Abernethy M, Bass N, Sharpe N, Grant C, Neutze J, Clarkson P, Greaves S, Lennon D, Snow S, Whalley G
Department of Medicine, University of Auckland School of Medicine, New Zealand.
Aust N Z J Med. 1994 Oct;24(5):530-5. doi: 10.1111/j.1445-5994.1994.tb01753.x.
The incidence of acute rheumatic fever in New Zealand remains relatively high. Reliable early diagnosis of carditis is difficult and important in management.
To determine if Doppler echocardiography contributed to the early diagnosis of carditis in acute rheumatic fever.
Forty-seven patients admitted to hospital with suspected acute rheumatic fever and 19 control patients, with a febrile illness due to a documented non-cardiac bacterial infection, were assessed two days and two weeks following admission. Presence or absence of clinical carditis was determined by a cardiologist unaware of the suspected diagnosis, from clinical examination, chest radiograph, electrocardiogram (ECG) and two dimensional echocardiogram. Doppler echocardiography was then performed and interpreted by a second cardiologist unaware of the diagnosis. After completion of the study the Jones criteria were applied, to categorise the patients with suspected acute rheumatic fever into four groups for the final diagnosis: no acute rheumatic fever, possible acute rheumatic fever, definite acute rheumatic fever without carditis, and definite acute rheumatic fever with carditis.
In 19 patients with a final diagnosis of acute rheumatic fever and carditis at the baseline assessment carditis was detected by clinical assessment in 15 patients, compared with 19 patients with evidence of significant valve regurgitation by Doppler echocardiography. Following the two week assessment, all 19 patients had both clinical and Doppler evidence of carditis. Five patients with a final clinical diagnosis of possible acute rheumatic fever or definite acute rheumatic fever without carditis, had a Doppler abnormality detected. There was no clinical or Doppler abnormality in the febrile controls.
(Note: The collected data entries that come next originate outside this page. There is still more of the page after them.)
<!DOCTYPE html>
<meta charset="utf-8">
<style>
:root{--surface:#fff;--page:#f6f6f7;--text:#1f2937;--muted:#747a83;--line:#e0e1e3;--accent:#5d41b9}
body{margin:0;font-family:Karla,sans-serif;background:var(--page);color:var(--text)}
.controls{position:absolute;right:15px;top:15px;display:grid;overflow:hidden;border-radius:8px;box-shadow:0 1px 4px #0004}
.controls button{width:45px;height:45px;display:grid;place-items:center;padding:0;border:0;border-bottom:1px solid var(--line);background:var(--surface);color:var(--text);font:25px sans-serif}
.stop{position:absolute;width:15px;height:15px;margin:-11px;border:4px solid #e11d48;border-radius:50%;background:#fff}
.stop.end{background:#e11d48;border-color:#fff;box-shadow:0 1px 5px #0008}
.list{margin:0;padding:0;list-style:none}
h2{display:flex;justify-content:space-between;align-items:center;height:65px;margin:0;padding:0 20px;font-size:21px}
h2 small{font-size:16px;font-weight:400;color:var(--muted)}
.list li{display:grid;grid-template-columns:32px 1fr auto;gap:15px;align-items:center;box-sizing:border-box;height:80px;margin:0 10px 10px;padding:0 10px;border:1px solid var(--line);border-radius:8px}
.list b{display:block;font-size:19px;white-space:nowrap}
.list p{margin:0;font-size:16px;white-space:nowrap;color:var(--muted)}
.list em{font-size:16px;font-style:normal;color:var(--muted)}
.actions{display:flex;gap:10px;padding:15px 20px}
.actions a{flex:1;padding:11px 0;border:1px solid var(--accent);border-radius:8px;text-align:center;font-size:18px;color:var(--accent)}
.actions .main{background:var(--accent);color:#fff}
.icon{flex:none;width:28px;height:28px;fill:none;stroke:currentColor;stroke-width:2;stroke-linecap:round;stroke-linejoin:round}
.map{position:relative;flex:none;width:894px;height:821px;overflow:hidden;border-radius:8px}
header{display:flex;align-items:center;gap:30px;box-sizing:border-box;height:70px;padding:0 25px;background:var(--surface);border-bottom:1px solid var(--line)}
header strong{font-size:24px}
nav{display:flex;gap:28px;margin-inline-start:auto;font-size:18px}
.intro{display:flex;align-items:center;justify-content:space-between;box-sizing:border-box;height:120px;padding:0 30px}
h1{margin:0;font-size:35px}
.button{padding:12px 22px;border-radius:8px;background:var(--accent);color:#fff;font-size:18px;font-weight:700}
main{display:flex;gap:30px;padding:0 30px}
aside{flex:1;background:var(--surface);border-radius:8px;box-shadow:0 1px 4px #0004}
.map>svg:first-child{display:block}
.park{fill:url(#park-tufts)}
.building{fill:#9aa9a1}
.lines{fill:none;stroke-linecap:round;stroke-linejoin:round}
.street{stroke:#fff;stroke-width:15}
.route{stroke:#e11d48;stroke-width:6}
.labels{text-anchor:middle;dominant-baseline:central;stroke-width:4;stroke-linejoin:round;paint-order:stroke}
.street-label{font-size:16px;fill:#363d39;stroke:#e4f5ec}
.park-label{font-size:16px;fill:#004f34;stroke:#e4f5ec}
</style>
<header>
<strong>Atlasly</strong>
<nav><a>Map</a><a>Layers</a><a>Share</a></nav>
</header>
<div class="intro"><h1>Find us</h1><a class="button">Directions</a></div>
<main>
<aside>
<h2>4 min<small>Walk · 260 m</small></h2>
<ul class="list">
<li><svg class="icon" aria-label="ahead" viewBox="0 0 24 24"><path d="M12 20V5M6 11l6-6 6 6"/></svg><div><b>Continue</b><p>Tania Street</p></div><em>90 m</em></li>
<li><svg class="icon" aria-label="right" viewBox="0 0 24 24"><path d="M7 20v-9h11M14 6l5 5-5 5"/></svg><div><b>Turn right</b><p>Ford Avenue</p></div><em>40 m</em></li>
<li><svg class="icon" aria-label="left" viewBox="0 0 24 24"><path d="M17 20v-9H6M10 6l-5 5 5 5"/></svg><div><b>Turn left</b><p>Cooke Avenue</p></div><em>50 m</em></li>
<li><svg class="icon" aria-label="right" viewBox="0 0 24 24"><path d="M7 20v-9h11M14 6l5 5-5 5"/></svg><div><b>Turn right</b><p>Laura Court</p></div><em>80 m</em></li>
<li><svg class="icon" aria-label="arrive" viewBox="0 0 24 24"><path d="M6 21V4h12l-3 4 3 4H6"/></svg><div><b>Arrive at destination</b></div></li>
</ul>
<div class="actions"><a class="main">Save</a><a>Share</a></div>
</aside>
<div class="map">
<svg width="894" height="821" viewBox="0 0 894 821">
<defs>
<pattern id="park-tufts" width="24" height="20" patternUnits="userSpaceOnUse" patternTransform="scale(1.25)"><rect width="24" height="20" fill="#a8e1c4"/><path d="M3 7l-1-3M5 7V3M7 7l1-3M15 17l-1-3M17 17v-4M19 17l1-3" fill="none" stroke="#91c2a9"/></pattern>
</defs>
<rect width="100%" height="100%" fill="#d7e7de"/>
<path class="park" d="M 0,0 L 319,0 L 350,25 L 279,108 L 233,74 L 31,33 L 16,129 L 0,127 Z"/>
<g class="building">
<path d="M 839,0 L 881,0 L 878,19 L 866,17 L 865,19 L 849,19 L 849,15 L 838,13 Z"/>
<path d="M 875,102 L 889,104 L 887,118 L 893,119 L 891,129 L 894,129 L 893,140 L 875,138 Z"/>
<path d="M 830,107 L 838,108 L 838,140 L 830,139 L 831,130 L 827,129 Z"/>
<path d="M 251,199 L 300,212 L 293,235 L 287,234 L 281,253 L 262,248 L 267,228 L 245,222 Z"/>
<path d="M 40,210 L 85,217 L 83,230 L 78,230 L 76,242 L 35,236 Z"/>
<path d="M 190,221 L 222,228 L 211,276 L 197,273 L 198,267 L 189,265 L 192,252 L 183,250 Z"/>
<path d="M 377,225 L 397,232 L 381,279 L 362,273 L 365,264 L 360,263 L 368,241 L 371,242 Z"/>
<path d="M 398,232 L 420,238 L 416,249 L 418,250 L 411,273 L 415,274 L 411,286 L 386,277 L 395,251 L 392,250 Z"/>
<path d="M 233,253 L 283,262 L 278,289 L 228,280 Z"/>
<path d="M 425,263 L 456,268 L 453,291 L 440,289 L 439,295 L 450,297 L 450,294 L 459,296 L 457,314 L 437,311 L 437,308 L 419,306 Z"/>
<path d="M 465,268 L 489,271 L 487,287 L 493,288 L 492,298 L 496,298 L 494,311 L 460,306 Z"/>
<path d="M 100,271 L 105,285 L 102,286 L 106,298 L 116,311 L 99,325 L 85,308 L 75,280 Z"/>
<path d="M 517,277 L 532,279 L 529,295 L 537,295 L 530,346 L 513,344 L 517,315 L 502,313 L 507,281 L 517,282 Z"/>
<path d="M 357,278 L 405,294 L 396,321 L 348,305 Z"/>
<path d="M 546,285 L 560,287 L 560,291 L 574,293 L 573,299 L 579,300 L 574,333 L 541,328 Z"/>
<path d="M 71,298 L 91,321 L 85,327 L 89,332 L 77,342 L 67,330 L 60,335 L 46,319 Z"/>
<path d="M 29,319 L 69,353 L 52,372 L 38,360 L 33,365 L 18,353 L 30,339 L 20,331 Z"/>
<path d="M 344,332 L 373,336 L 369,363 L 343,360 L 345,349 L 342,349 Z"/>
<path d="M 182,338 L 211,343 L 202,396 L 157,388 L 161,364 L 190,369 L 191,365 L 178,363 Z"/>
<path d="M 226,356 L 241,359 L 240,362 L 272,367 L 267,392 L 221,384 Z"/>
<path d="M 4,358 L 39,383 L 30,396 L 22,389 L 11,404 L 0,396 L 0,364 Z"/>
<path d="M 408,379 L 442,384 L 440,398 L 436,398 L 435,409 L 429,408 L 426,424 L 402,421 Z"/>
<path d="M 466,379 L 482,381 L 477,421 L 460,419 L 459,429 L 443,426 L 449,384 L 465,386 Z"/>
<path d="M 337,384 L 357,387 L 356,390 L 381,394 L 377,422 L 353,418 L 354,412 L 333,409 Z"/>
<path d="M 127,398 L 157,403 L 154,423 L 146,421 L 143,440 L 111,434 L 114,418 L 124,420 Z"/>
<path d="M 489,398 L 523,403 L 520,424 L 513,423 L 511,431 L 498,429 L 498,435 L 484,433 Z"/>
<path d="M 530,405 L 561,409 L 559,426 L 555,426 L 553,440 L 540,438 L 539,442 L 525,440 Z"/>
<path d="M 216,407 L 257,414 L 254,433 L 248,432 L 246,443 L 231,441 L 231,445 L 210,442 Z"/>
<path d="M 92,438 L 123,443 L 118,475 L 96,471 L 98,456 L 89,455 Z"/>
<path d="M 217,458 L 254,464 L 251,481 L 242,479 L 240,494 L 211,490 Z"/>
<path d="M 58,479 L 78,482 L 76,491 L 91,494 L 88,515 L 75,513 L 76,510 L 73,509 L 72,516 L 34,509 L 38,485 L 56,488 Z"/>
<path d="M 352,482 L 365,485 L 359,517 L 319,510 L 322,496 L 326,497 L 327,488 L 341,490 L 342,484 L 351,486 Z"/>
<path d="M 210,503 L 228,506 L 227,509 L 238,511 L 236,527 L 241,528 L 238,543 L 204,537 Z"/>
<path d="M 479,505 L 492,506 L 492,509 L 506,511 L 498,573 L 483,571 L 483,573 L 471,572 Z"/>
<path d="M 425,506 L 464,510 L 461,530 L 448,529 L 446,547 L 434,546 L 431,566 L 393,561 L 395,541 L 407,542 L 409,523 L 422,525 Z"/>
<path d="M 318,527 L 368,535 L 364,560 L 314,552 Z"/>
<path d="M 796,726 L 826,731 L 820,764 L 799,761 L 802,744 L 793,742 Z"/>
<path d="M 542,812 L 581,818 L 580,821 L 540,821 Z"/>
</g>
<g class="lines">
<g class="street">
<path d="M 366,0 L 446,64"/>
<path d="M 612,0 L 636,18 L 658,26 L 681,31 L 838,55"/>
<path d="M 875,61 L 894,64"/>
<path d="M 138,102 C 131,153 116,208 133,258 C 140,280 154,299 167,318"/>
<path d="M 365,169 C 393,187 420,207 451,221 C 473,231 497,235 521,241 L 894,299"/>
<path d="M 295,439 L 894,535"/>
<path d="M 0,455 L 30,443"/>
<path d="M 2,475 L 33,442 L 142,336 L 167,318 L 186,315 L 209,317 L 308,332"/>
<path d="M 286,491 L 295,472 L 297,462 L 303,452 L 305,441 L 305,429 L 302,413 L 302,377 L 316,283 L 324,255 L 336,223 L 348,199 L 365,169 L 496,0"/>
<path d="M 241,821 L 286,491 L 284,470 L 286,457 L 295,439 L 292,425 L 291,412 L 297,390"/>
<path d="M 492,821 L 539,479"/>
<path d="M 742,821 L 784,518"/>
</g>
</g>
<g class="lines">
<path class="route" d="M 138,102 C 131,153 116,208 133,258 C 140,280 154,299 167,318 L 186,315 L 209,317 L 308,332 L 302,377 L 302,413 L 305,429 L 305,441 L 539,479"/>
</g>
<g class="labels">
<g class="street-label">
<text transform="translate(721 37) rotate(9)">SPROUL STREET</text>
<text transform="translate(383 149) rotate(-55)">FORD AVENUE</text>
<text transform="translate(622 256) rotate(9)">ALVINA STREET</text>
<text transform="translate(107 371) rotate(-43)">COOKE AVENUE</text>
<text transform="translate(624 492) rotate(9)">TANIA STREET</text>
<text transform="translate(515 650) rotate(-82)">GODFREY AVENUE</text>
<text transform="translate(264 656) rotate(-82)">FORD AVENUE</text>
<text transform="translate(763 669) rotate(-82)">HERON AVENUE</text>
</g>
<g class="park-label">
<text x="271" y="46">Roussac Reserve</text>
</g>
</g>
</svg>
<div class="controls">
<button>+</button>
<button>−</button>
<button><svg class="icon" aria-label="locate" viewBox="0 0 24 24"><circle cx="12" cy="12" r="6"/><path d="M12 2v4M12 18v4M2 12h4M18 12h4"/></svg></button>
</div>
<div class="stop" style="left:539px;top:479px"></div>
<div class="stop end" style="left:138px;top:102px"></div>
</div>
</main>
Doppler echocardiography is more sensitive than clinical assessment in the detection of carditis in acute rheumatic fever, and can contribute to earlier diagnosis.
新西兰急性风湿热的发病率仍然相对较高。在管理中,可靠的心脏炎早期诊断困难但很重要。
确定多普勒超声心动图是否有助于急性风湿热心脏炎的早期诊断。
47例因疑似急性风湿热入院的患者和19例因记录在案的非心脏细菌感染导致发热性疾病的对照患者,在入院后两天和两周进行评估。由一位不知道疑似诊断的心脏病专家通过临床检查、胸部X光片、心电图(ECG)和二维超声心动图确定是否存在临床心脏炎。然后由另一位不知道诊断结果的心脏病专家进行多普勒超声心动图检查并解读。研究完成后,应用琼斯标准将疑似急性风湿热患者分为四组进行最终诊断:无急性风湿热、可能急性风湿热、明确的无心脏炎急性风湿热和明确的有心脏炎急性风湿热。
在基线评估时最终诊断为急性风湿热和心脏炎的19例患者中,15例通过临床评估检测到心脏炎,而多普勒超声心动图显示有19例存在明显瓣膜反流证据。在两周评估后,所有19例患者均有临床和多普勒心脏炎证据。5例最终临床诊断为可能急性风湿热或明确的无心脏炎急性风湿热的患者检测到多普勒异常。发热对照组无临床或多普勒异常。
在急性风湿热心脏炎的检测中,多普勒超声心动图比临床评估更敏感,有助于早期诊断。